[WHAT IS NEEDED]: Going down the listing below, print exactly each line from the one with "margin:0; padding:0; list-style:none" up to and including the one with "flex:none; width:38px; height:38px;", and skip the rest.

■ ■ ■ ■ ■

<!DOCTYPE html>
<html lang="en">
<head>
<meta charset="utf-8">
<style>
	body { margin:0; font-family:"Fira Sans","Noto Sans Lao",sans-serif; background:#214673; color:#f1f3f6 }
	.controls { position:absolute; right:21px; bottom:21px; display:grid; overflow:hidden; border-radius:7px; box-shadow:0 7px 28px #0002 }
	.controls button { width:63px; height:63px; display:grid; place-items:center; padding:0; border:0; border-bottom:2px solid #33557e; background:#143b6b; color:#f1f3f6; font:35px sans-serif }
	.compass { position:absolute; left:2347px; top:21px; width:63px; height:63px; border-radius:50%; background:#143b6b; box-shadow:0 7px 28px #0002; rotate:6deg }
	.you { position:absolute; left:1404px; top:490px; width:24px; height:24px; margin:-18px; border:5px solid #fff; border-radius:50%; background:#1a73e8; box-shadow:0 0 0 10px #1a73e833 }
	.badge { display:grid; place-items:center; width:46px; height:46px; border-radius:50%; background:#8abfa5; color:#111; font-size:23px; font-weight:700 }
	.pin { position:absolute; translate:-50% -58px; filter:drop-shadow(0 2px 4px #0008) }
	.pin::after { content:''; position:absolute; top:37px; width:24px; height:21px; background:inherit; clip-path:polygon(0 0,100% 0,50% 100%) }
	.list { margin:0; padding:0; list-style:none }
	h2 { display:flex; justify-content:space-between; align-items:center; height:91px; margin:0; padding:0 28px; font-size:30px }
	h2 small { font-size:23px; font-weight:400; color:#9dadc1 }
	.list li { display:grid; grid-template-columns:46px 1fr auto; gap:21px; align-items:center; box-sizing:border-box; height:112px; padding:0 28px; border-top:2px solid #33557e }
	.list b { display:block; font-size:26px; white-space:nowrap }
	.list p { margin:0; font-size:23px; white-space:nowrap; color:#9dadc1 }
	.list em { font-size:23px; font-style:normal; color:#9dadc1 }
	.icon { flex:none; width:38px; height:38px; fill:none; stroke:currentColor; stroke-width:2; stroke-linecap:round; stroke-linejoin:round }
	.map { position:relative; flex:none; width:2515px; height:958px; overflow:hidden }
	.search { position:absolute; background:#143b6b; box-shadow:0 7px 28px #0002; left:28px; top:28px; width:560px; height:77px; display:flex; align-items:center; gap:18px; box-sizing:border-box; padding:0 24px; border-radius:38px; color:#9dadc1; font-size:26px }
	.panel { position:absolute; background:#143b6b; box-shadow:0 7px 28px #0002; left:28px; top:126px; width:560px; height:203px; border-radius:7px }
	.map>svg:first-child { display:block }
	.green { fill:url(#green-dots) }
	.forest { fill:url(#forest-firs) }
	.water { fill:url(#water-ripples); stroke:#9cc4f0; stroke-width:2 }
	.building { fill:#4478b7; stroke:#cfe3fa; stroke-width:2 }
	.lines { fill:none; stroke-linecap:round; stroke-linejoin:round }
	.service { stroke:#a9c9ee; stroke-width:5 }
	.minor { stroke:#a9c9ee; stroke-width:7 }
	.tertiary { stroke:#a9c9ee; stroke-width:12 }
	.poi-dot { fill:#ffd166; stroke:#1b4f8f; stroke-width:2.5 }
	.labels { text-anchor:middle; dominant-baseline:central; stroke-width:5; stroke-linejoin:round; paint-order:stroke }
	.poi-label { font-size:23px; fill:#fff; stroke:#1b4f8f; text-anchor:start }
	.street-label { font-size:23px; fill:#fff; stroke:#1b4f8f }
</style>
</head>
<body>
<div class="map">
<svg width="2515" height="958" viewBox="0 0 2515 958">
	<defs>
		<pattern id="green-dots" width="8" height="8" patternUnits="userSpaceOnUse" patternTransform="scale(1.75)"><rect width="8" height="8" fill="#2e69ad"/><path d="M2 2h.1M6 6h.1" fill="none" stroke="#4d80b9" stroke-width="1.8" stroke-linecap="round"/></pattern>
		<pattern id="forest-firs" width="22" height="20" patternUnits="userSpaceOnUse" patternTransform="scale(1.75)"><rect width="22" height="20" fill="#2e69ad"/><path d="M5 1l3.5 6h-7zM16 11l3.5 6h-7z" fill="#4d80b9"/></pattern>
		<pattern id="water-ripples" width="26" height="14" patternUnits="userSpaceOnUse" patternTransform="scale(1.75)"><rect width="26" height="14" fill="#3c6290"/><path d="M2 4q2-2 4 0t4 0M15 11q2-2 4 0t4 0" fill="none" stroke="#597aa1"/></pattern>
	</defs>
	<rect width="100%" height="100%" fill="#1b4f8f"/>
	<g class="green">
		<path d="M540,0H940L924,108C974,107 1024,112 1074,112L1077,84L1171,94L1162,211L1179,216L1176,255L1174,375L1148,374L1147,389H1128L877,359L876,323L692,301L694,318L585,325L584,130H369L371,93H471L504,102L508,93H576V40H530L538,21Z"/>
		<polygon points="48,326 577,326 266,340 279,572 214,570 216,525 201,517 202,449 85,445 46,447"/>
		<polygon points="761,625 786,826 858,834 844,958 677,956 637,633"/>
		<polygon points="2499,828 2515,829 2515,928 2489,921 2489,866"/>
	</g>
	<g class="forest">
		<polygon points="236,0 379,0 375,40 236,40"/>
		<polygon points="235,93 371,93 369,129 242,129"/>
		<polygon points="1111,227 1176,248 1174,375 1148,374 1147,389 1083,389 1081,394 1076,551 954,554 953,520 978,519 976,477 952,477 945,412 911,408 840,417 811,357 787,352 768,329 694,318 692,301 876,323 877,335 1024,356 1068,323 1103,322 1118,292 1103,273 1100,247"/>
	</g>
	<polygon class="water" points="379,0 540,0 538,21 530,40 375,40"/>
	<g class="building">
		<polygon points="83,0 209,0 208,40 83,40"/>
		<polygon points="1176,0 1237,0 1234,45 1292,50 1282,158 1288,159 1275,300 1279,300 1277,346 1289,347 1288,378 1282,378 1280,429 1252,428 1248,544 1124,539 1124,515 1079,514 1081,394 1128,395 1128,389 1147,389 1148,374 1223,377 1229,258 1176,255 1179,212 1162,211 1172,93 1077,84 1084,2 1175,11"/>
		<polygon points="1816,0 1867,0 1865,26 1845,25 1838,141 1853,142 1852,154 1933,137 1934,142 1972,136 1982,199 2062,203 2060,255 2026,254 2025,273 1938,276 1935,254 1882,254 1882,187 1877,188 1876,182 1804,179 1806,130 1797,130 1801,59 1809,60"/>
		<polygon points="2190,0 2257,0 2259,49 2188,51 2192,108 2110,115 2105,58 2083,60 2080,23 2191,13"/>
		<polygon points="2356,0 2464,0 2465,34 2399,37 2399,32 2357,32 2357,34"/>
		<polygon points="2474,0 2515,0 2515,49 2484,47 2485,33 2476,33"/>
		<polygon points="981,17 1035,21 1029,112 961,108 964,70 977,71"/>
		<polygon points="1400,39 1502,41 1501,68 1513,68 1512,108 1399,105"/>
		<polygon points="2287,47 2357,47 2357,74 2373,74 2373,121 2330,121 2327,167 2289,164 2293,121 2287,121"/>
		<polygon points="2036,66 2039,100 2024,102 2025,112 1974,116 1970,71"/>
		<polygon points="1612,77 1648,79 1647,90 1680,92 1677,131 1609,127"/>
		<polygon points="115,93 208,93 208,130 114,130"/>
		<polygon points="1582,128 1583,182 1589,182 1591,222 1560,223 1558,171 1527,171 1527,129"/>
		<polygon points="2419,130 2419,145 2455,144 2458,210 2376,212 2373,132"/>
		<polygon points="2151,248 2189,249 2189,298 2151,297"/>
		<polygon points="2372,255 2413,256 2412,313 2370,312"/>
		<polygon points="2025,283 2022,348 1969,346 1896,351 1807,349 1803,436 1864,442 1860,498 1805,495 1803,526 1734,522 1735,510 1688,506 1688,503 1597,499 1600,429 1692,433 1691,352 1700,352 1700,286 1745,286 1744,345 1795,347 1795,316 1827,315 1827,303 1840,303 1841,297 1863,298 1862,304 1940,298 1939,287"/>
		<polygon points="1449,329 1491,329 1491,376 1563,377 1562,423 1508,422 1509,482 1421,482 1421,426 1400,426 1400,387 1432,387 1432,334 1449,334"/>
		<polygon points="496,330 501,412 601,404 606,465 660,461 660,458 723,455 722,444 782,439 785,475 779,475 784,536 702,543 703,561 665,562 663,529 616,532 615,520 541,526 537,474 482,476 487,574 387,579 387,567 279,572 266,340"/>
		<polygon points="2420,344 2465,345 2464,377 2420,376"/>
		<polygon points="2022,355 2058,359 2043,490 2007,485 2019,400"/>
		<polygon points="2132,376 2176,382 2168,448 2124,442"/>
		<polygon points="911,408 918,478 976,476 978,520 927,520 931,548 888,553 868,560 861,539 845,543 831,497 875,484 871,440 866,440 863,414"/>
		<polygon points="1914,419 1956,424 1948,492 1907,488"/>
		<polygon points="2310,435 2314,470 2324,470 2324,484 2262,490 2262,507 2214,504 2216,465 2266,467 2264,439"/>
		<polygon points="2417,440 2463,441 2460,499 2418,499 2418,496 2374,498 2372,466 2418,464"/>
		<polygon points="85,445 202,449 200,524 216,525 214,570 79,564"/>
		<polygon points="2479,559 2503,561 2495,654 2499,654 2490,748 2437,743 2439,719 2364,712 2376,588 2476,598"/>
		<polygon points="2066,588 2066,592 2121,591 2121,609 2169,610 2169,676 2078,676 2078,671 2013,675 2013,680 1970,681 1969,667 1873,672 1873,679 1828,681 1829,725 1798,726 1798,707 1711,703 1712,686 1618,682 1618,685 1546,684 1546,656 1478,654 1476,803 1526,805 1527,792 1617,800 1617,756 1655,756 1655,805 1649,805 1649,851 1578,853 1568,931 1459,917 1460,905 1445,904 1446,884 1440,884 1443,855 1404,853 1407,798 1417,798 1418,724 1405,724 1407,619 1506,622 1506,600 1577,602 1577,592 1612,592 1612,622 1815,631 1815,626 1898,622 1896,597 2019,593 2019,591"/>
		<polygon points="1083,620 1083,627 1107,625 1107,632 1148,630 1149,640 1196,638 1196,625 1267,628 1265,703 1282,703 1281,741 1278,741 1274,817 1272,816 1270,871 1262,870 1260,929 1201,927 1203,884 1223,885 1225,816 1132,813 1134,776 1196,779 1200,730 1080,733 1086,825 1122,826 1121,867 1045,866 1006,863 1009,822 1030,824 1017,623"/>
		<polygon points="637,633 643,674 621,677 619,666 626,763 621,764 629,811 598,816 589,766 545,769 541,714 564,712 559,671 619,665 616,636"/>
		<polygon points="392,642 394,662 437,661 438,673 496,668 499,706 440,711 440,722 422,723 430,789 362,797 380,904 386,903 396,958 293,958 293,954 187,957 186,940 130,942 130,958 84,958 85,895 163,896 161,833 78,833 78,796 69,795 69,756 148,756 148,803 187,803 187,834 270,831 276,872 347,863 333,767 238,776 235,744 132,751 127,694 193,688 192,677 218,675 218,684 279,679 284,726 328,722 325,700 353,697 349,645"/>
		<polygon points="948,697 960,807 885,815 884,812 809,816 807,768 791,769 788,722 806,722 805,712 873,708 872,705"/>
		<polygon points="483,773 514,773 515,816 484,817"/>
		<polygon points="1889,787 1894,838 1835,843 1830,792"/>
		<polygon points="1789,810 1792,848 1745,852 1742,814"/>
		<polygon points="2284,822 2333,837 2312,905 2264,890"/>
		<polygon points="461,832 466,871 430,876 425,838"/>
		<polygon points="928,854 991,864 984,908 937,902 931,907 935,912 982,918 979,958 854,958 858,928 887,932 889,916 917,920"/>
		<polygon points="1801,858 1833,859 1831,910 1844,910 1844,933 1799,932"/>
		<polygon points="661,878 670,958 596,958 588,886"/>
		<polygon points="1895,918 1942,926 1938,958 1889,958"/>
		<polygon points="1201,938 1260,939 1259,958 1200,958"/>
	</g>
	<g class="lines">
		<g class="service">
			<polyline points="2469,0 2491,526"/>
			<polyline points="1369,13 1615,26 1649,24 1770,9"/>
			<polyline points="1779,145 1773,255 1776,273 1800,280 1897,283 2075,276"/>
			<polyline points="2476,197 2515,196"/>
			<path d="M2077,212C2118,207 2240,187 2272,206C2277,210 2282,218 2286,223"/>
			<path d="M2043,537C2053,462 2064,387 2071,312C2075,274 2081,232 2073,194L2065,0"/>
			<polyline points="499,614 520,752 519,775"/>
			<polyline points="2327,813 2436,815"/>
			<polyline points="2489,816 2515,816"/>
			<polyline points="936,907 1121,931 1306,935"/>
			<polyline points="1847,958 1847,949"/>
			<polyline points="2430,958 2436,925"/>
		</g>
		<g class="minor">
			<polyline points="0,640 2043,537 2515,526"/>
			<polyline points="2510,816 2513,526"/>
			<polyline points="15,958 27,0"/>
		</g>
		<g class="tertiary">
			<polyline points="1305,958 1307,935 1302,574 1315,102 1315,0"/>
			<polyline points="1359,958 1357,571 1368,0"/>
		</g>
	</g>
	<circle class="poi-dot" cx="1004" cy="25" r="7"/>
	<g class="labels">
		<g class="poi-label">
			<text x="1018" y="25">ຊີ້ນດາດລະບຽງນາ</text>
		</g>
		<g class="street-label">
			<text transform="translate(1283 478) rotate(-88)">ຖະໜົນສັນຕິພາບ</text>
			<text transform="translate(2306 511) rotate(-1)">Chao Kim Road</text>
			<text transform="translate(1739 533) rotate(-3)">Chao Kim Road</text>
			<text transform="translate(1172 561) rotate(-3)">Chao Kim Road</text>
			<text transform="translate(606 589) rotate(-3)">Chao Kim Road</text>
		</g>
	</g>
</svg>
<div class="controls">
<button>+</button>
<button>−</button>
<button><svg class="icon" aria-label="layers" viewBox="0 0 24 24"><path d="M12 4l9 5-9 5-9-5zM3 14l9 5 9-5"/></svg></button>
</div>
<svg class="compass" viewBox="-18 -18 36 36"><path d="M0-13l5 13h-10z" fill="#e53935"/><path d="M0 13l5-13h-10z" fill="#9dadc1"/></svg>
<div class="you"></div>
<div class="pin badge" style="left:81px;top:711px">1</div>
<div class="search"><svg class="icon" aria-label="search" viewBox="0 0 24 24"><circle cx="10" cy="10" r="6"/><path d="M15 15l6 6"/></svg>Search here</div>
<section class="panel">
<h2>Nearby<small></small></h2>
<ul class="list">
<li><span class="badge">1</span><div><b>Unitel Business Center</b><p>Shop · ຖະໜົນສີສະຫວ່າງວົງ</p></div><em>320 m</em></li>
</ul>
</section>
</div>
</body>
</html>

■ ■ ■ ■ ■

[EXERCISE ANSWER]:
	.list { margin:0; padding:0; list-style:none }
	h2 { display:flex; justify-content:space-between; align-items:center; height:91px; margin:0; padding:0 28px; font-size:30px }
	h2 small { font-size:23px; font-weight:400; color:#9dadc1 }
	.list li { display:grid; grid-template-columns:46px 1fr auto; gap:21px; align-items:center; box-sizing:border-box; height:112px; padding:0 28px; border-top:2px solid #33557e }
	.list b { display:block; font-size:26px; white-space:nowrap }
	.list p { margin:0; font-size:23px; white-space:nowrap; color:#9dadc1 }
	.list em { font-size:23px; font-style:normal; color:#9dadc1 }
	.icon { flex:none; width:38px; height:38px; fill:none; stroke:currentColor; stroke-width:2; stroke-linecap:round; stroke-linejoin:round }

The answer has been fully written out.